## [What is expected]
Your job is to retype all of the data word for word, leaving every image out.

## [Data provided]
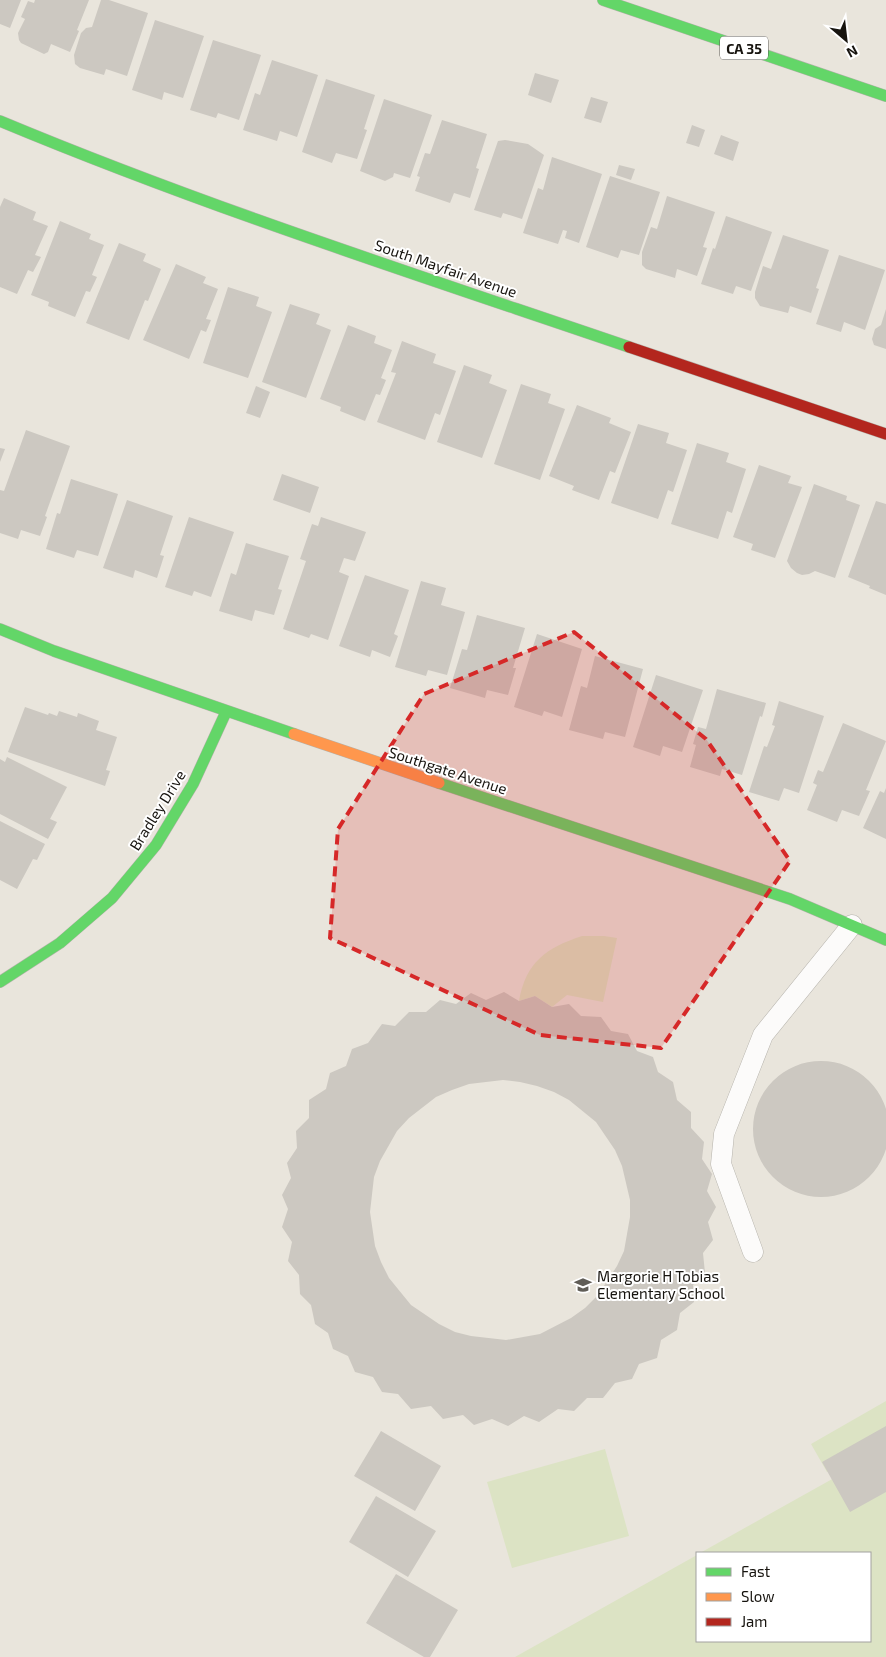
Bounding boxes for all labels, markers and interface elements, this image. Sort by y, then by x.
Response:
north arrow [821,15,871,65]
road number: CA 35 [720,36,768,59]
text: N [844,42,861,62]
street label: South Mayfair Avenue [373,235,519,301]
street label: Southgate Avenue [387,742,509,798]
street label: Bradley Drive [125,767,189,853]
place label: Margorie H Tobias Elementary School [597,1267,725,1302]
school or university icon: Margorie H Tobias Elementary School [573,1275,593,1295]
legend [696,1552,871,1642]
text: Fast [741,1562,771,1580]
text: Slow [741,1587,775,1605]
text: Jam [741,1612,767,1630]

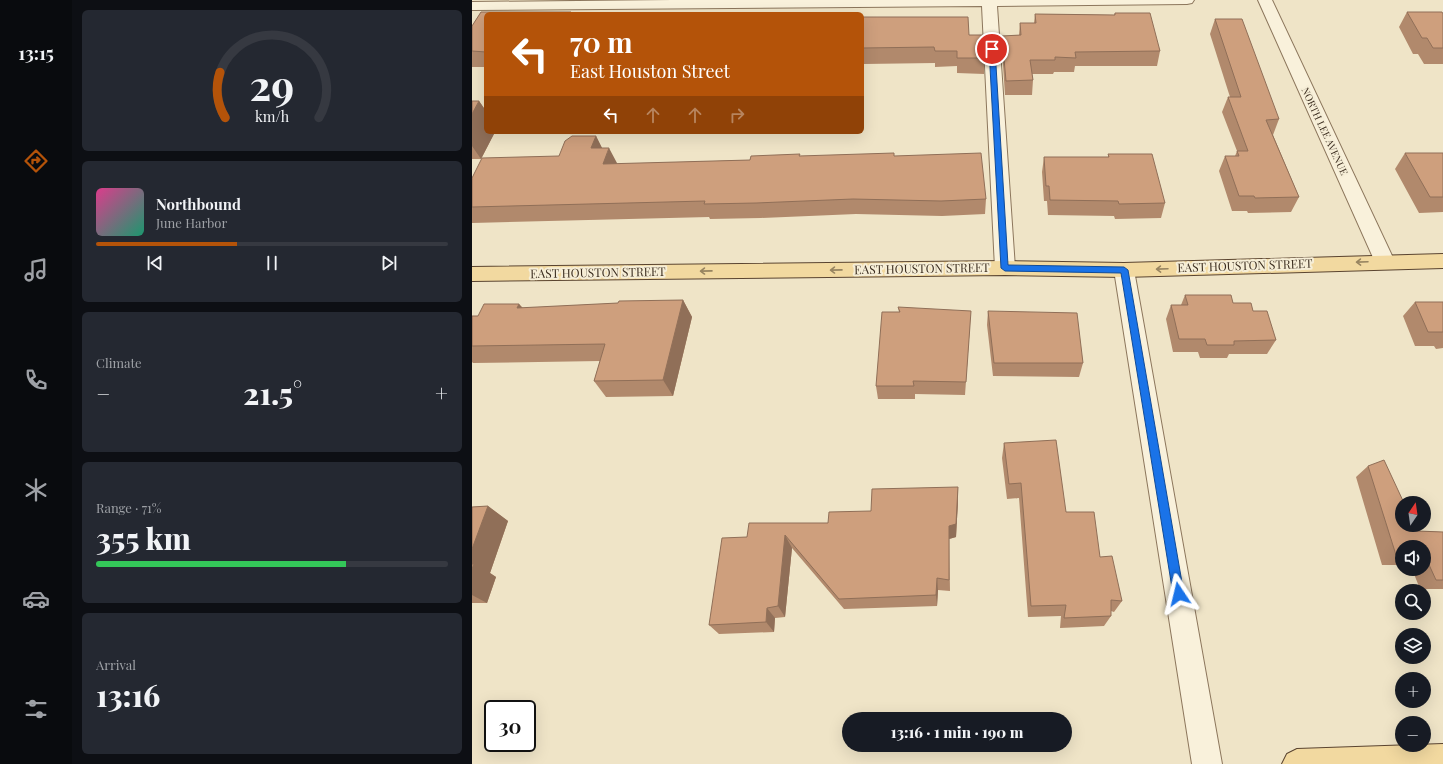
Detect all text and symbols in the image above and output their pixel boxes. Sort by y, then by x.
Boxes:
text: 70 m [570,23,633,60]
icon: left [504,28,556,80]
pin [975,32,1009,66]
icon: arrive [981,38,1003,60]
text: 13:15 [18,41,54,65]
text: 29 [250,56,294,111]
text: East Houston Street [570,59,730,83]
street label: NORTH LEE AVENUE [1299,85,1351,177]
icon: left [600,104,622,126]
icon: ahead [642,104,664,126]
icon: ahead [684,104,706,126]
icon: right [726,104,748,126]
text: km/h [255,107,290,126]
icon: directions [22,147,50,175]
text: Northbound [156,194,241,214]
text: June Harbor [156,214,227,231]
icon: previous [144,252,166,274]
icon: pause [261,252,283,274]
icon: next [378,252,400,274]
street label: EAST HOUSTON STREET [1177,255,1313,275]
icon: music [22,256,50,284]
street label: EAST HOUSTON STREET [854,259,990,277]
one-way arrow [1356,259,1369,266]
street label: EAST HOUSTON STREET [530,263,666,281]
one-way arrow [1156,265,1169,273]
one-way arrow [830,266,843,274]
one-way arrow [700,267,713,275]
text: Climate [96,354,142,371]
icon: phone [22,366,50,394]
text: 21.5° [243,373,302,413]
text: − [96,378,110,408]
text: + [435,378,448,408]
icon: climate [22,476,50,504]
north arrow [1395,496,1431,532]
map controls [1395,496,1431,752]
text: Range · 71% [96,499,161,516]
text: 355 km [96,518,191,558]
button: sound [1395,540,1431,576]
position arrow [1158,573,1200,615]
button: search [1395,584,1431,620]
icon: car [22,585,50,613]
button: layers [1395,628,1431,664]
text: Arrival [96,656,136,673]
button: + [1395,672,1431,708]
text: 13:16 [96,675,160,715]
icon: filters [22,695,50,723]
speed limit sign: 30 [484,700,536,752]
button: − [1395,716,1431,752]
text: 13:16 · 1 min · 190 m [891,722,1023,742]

## [Task response]
Bounding boxes for all labels, markers and interface elements, this image. Sort by y, then by x.
Response:
north arrow [821,15,871,65]
road number: CA 35 [720,36,768,59]
text: N [844,42,861,62]
street label: South Mayfair Avenue [373,235,519,301]
street label: Southgate Avenue [387,742,509,798]
street label: Bradley Drive [125,767,189,853]
place label: Margorie H Tobias Elementary School [597,1267,725,1302]
school or university icon: Margorie H Tobias Elementary School [573,1275,593,1295]
legend [696,1552,871,1642]
text: Fast [741,1562,771,1580]
text: Slow [741,1587,775,1605]
text: Jam [741,1612,767,1630]

Detect all text and symbols in the image above and output their pixel boxes. Sort by y, then by x.
Boxes:
text: 70 m [570,23,633,60]
icon: left [504,28,556,80]
pin [975,32,1009,66]
icon: arrive [981,38,1003,60]
text: 13:15 [18,41,54,65]
text: 29 [250,56,294,111]
text: East Houston Street [570,59,730,83]
street label: NORTH LEE AVENUE [1299,85,1351,177]
icon: left [600,104,622,126]
icon: ahead [642,104,664,126]
icon: ahead [684,104,706,126]
icon: right [726,104,748,126]
text: km/h [255,107,290,126]
icon: directions [22,147,50,175]
text: Northbound [156,194,241,214]
text: June Harbor [156,214,227,231]
icon: previous [144,252,166,274]
icon: pause [261,252,283,274]
icon: next [378,252,400,274]
street label: EAST HOUSTON STREET [1177,255,1313,275]
icon: music [22,256,50,284]
street label: EAST HOUSTON STREET [854,259,990,277]
one-way arrow [1356,259,1369,266]
street label: EAST HOUSTON STREET [530,263,666,281]
one-way arrow [1156,265,1169,273]
one-way arrow [830,266,843,274]
one-way arrow [700,267,713,275]
text: Climate [96,354,142,371]
icon: phone [22,366,50,394]
text: 21.5° [243,373,302,413]
text: − [96,378,110,408]
text: + [435,378,448,408]
icon: climate [22,476,50,504]
north arrow [1395,496,1431,532]
map controls [1395,496,1431,752]
text: Range · 71% [96,499,161,516]
text: 355 km [96,518,191,558]
button: sound [1395,540,1431,576]
position arrow [1158,573,1200,615]
button: search [1395,584,1431,620]
icon: car [22,585,50,613]
button: layers [1395,628,1431,664]
text: Arrival [96,656,136,673]
button: + [1395,672,1431,708]
text: 13:16 [96,675,160,715]
icon: filters [22,695,50,723]
speed limit sign: 30 [484,700,536,752]
button: − [1395,716,1431,752]
text: 13:16 · 1 min · 190 m [891,722,1023,742]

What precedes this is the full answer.